#### [HOW TO COMPLETE THIS TASK]
Could you write out, word for word, only the lines from the one containing "const secondary = new" through the last line of the data below?

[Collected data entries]
____________________

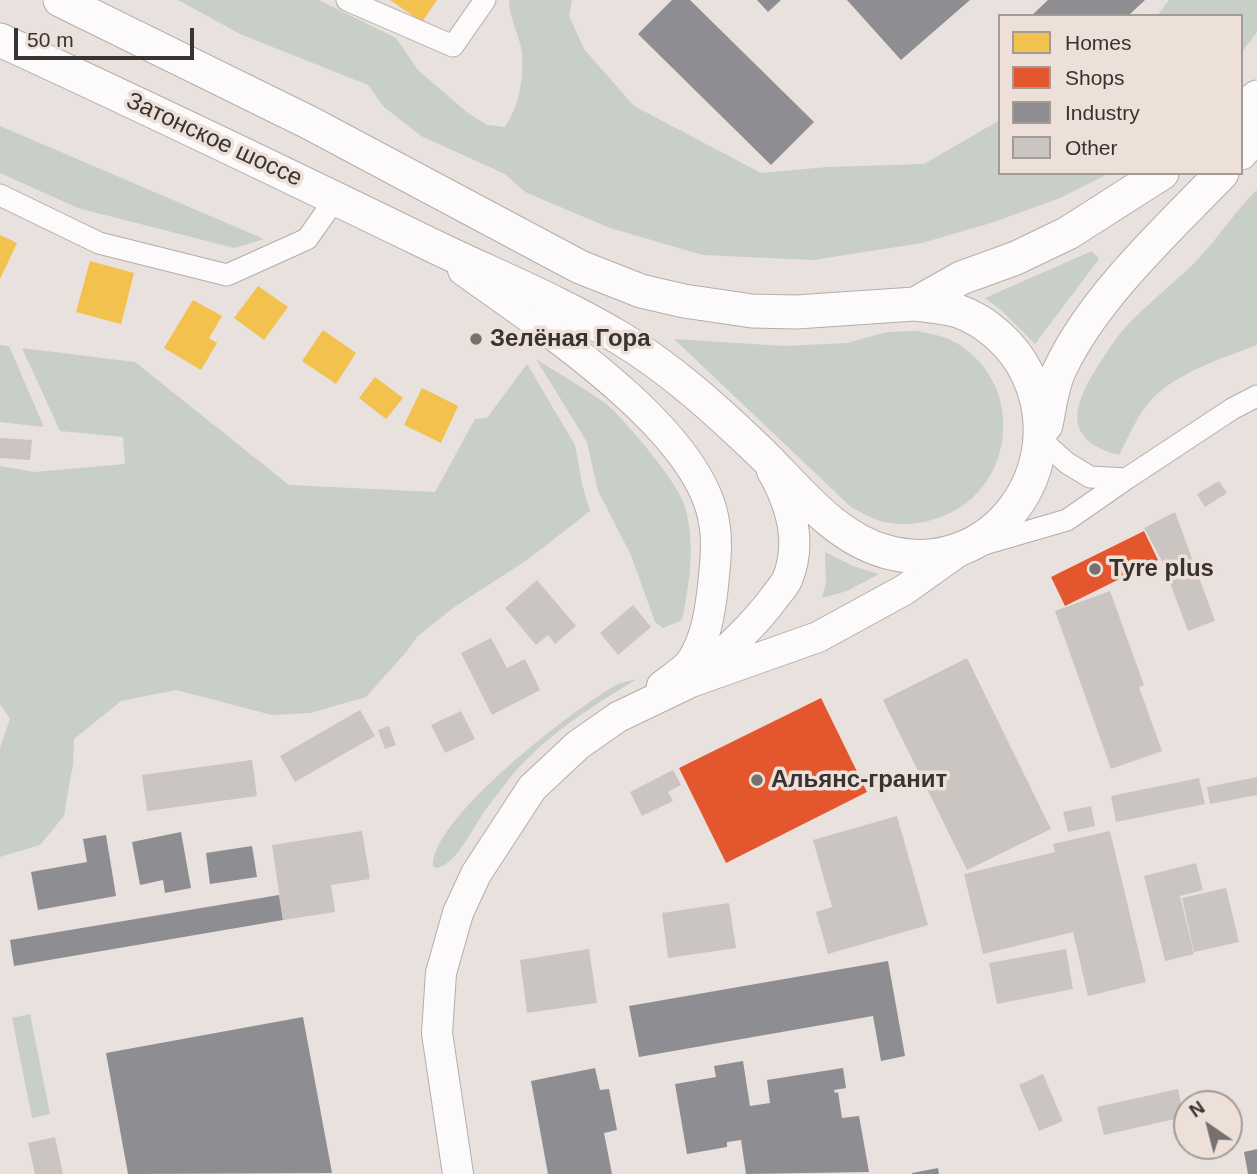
<!DOCTYPE html>
<html>
<head>
<meta charset="utf-8">
<style>
  body { margin:0 }
  #map { position:relative; width:1257px; height:1174px; overflow:hidden; background:#e8e1de; font-family:Helvetica,sans-serif }
  canvas { display:block }
  .legend { position:absolute; left:998px; top:14px; width:245px; height:161px; box-sizing:border-box; background:#ede0d9; border:2px solid #a59b96; margin:0; padding:9px 12px; list-style:none; font-size:21px; color:#383331 }
  .legend li { display:flex; align-items:center; gap:14px; height:35px }
  .legend b { width:35px; border:2px solid #a59b96 }
  .north { position:absolute; left:1173px; top:1090px; width:70px; height:70px; box-sizing:border-box; background:#ede0d9; border:2px solid #a59b96; border-radius:50%; rotate:325deg; font-size:19px; font-weight:700; line-height:28px; text-align:center; color:#383331 }
  .north::after { content:''; display:block; margin:auto; width:24px; height:32px; background:#76706e; clip-path:polygon(50% 0,100% 100%,50% 72%,0 100%) }
  .scale { position:absolute; left:14px; top:28px; width:180px; height:32px; box-sizing:border-box; border:4px solid #383331; border-top:0; padding-left:9px; font-size:21px; line-height:24px; white-space:nowrap; color:#383331; -webkit-text-stroke:5px #ede0d9; paint-order:stroke }
</style>
</head>
<body>
<div id="map">
<canvas width="1257" height="1174"></canvas>
<ul class="legend">
<li><b style="height:19px;background:#f2c14e"></b>Homes</li>
<li><b style="height:19px;background:#e4572e"></b>Shops</li>
<li><b style="height:19px;background:#8d8d92"></b>Industry</li>
<li><b style="height:19px;background:#cbc5c2"></b>Other</li>
</ul>
<div class="north">N</div>
<div class="scale">50 m</div>
</div>
<script>
const ctx = document.querySelector('canvas').getContext('2d');
ctx.lineJoin = 'round';
function fillPath(path, color) {
  ctx.fillStyle = color;
  ctx.fill(path, 'evenodd');
}
function trace(path, color, width, dash) {
  ctx.strokeStyle = color;
  ctx.lineWidth = width;
  ctx.lineCap = dash ? 'butt' : 'round';
  ctx.setLineDash(dash || []);
  ctx.stroke(path);
}
function write(font, color, halo, rows, align = 'center') {
  ctx.font = font + ' Helvetica,sans-serif';
  ctx.lineWidth = 7;
  ctx.setLineDash([]);
  ctx.textBaseline = 'middle';
  ctx.strokeStyle = halo;
  ctx.fillStyle = color;
  for (const [text, x, y, turn = 0] of rows) {
    ctx.save();
    ctx.translate(x, y);
    ctx.rotate((+turn || 0) * Math.PI / 180);
    ctx.textAlign = isNaN(turn) ? turn : align;
    if (halo) ctx.strokeText(text, 0, 0);
    ctx.fillText(text, 0, 0);
    ctx.restore();
  }
}
fillPath(new Path2D(`
  M178 0H319L396 38 418 70 468 113 487 125 505 127C519 106 524 79 522 53 520 36 509 18 509 0H572L569 16 584 49 634 106 761 173 827 167 924 164 1000 120V173H1110L1060 198 994 222 922 243 813 260 703 255 610 228 525 192 505 174 421 136 384 107 368 85 240 34Z
  M1169 0H1257V32L1241 53V16H1157Z
  M0 126 264 239 234 248 78 208 0 173Z
  M1257 190V345C1223 358 1178 372 1152 399 1137 415 1129 436 1119 455 1058 439 1075 401 1101 361 1108 351 1115 339 1123 330 1146 304 1174 284 1198 259 1219 237 1235 211 1257 190Z
  M1092 251 1099 259 1035 344 1002 311 985 298Z
  M918 331C928 334 940 335 949 339 1032 380 1016 501 928 521 913 525 895 525 880 521 871 518 861 512 851 507L674 339 784 346 847 343 887 332Z
  M0 345 9 346 44 427 0 422Z
  M22 348 135 362 289 485 435 492 475 419 487 418 527 364 575 445 582 484 590 511 527 560 453 608 417 637 407 651 366 697 310 713 272 715 176 690 121 701 74 739 73 764 64 816 40 845 0 857V748L10 719 0 704V466L35 472 125 464 123 437 60 431Z
  M536 359C559 374 583 387 605 403 623 417 678 483 684 504 696 543 690 581 682 620L663 628 655 622 631 555 598 491 587 442Z
  M825 552 853 566 879 574 847 591 822 598 826 582Z
  M637 679C599 702 560 726 528 758 513 772 500 791 487 808 474 824 458 864 437 868L433 866C431 818 575 708 616 685 622 682 630 681 637 679Z
  M30 1014 50 1114 32 1118 12 1018Z`), '#c7cfc7');
fillPath(new Path2D(`
  M390 0H437L422 22Z
  M0 235 17 243 0 279Z
  M90 261 134 273 121 324 76 312Z
  M258 286 288 307 264 340 234 318Z
  M193 300 222 316 209 338 217 343 201 370 164 348Z
  M323 330 356 353 336 384 302 361Z
  M375 377 403 398 386 419 359 398Z
  M422 388 458 406 441 443 404 425Z`), '#f2c14e');
fillPath(new Path2D(`
  M1144 531 1158 560 1065 606 1051 577Z
  M821 698 867 792 726 863 679 768Z`), '#e4572e');
fillPath(new Path2D(`
  M672 0H690L814 122 771 165 638 34Z
  M757 0H781L768 12Z
  M847 0H970L901 60Z
  M1048 0H1145L1128 16H1031Z
  M181 832 191 888 165 893 163 880 140 885 132 842Z
  M106 835 116 896 38 910 31 872 87 862 83 839Z
  M252 846 257 877 210 884 206 853Z
  M279 895 283 920 14 966 10 940Z
  M888 961 905 1056 881 1061 873 1016 639 1057 629 1006Z
  M303 1017 332 1173 128 1174 106 1053Z
  M743 1061 750 1106 770 1103 767 1080 843 1068 846 1088 834 1090 835 1093 838 1092 842 1118 859 1116 869 1172 746 1174 741 1140 727 1142V1147L687 1154 675 1084 716 1077 714 1066Z
  M595 1068 600 1090 609 1089 617 1130 604 1133 612 1174H548L531 1081Z
  M1257 1149V1174H1248L1244 1152Z
  M938 1168 939 1174H912V1173Z`), '#8d8d92');
fillPath(new Path2D(`
  M0 438 32 440 30 460 0 458Z
  M1219 481 1227 493 1205 507 1197 494Z
  M1175 512 1215 621 1188 631 1161 559 1144 528Z
  M537 580 576 626 555 644 548 635 536 645 505 608Z
  M1110 591 1144 685 1139 687 1162 751 1111 769 1055 611Z
  M633 605 651 627 618 655 600 633Z
  M491 638 507 668 525 659 540 690 492 715 461 653Z
  M967 658 1051 829 967 870 883 700Z
  M360 710 375 736 295 782 280 756Z
  M461 711 475 739 445 753 431 725Z
  M389 726 396 745 385 749 378 730Z
  M252 760 257 796 147 811 142 775Z
  M673 770 681 785 668 792 673 801 642 816 630 792Z
  M1257 777V795L1210 804 1207 787Z
  M1199 778 1205 804 1116 822 1111 796Z
  M1091 806 1095 826 1068 832 1063 812Z
  M897 816 928 925 828 954 816 912 832 907 813 840Z
  M362 831 370 879 331 885 335 912 283 920 272 845Z
  M1110 831 1146 982 1088 996 1073 932 983 954 964 874 1055 852 1053 844Z
  M1196 863 1203 890 1180 896 1194 954 1165 961 1144 876Z
  M1226 888 1239 942 1194 952 1182 898Z
  M729 903 736 948 668 958 662 913Z
  M589 949 597 1003 527 1013 520 960Z
  M1066 949 1073 989 997 1004 989 963Z
  M1043 1074 1063 1121 1039 1131 1019 1085Z
  M1178 1089 1184 1117 1104 1135 1097 1107Z
  M55 1137 63 1174H35L28 1143Z`), '#cbc5c2');
const minor = new Path2D(`
  M347 0 453 46 485 0
  M0 195 99 243 227 275 307 239 336 198
  M1041 440 1067 463 1090 477 1126 479
  M981 545 1067 520 1126 479 1232 409 1257 396`);
const secondary = new Path2D(`
  M463 270C536 323 700 428 714 522 718 542 715 566 713 586 710 612 706 640 691 662 684 671 671 679 662 686
  M702 672C728 649 753 626 774 598 778 592 784 586 787 580 803 542 791 504 772 471
  M458 1174 437 1033 441 973 458 913 476 874 532 788 578 745 618 717 691 682 818 637 904 590 963 548`);
const primary = new Path2D(`
  M60 0 310 123 580 267 641 291 684 301 752 311 796 312 915 304 961 278 1016 258 1068 233 1162 173
  M0 40C142 105 283 173 423 241 490 274 557 300 620 338 671 369 714 408 757 449 796 486 832 537 887 552 992 580 1073 468 1027 373 1014 346 987 321 958 311 944 307 929 306 915 304
  M1241 110 1257 97
  M1241 153 1257 133
  M1046 425C1050 406 1052 384 1061 367 1095 296 1167 230 1222 173`);
trace(minor, '#b3aeab', 23);
trace(secondary, '#b3aeab', 32);
trace(primary, '#b3aeab', 35);
trace(minor, '#fcfafa', 21);
trace(secondary, '#fcfafa', 30);
trace(primary, '#fcfafa', 33);
for (const [x, y, r, color] of [
  [476,339,7,"#76706e"],
  [1095,569,7,"#76706e"],
  [757,780,7,"#76706e"]
]) {
  const dot = new Path2D();
  dot.arc(x, y, r, 0, 2 * Math.PI);
  ctx.fillStyle = color;
  ctx.fill(dot);
  trace(dot, '#ede0d9', 2.5);
}
write('24px', '#383331', '#ede0d9', [
  ["Затонское шоссе",214,140,25]
]);
write('bold 24px', '#383331', '#ede0d9', [
  ["Зелёная Гора",490,339],
  ["Tyre plus",1109,569],
  ["Альянс-гранит",771,780]
], 'left');
</script>
</body>
</html>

____________________

#### [RESULT OF THE TASK]
const secondary = new Path2D(`
  M463 270C536 323 700 428 714 522 718 542 715 566 713 586 710 612 706 640 691 662 684 671 671 679 662 686
  M702 672C728 649 753 626 774 598 778 592 784 586 787 580 803 542 791 504 772 471
  M458 1174 437 1033 441 973 458 913 476 874 532 788 578 745 618 717 691 682 818 637 904 590 963 548`);
const primary = new Path2D(`
  M60 0 310 123 580 267 641 291 684 301 752 311 796 312 915 304 961 278 1016 258 1068 233 1162 173
  M0 40C142 105 283 173 423 241 490 274 557 300 620 338 671 369 714 408 757 449 796 486 832 537 887 552 992 580 1073 468 1027 373 1014 346 987 321 958 311 944 307 929 306 915 304
  M1241 110 1257 97
  M1241 153 1257 133
  M1046 425C1050 406 1052 384 1061 367 1095 296 1167 230 1222 173`);
trace(minor, '#b3aeab', 23);
trace(secondary, '#b3aeab', 32);
trace(primary, '#b3aeab', 35);
trace(minor, '#fcfafa', 21);
trace(secondary, '#fcfafa', 30);
trace(primary, '#fcfafa', 33);
for (const [x, y, r, color] of [
  [476,339,7,"#76706e"],
  [1095,569,7,"#76706e"],
  [757,780,7,"#76706e"]
]) {
  const dot = new Path2D();
  dot.arc(x, y, r, 0, 2 * Math.PI);
  ctx.fillStyle = color;
  ctx.fill(dot);
  trace(dot, '#ede0d9', 2.5);
}
write('24px', '#383331', '#ede0d9', [
  ["Затонское шоссе",214,140,25]
]);
write('bold 24px', '#383331', '#ede0d9', [
  ["Зелёная Гора",490,339],
  ["Tyre plus",1109,569],
  ["Альянс-гранит",771,780]
], 'left');
</script>
</body>
</html>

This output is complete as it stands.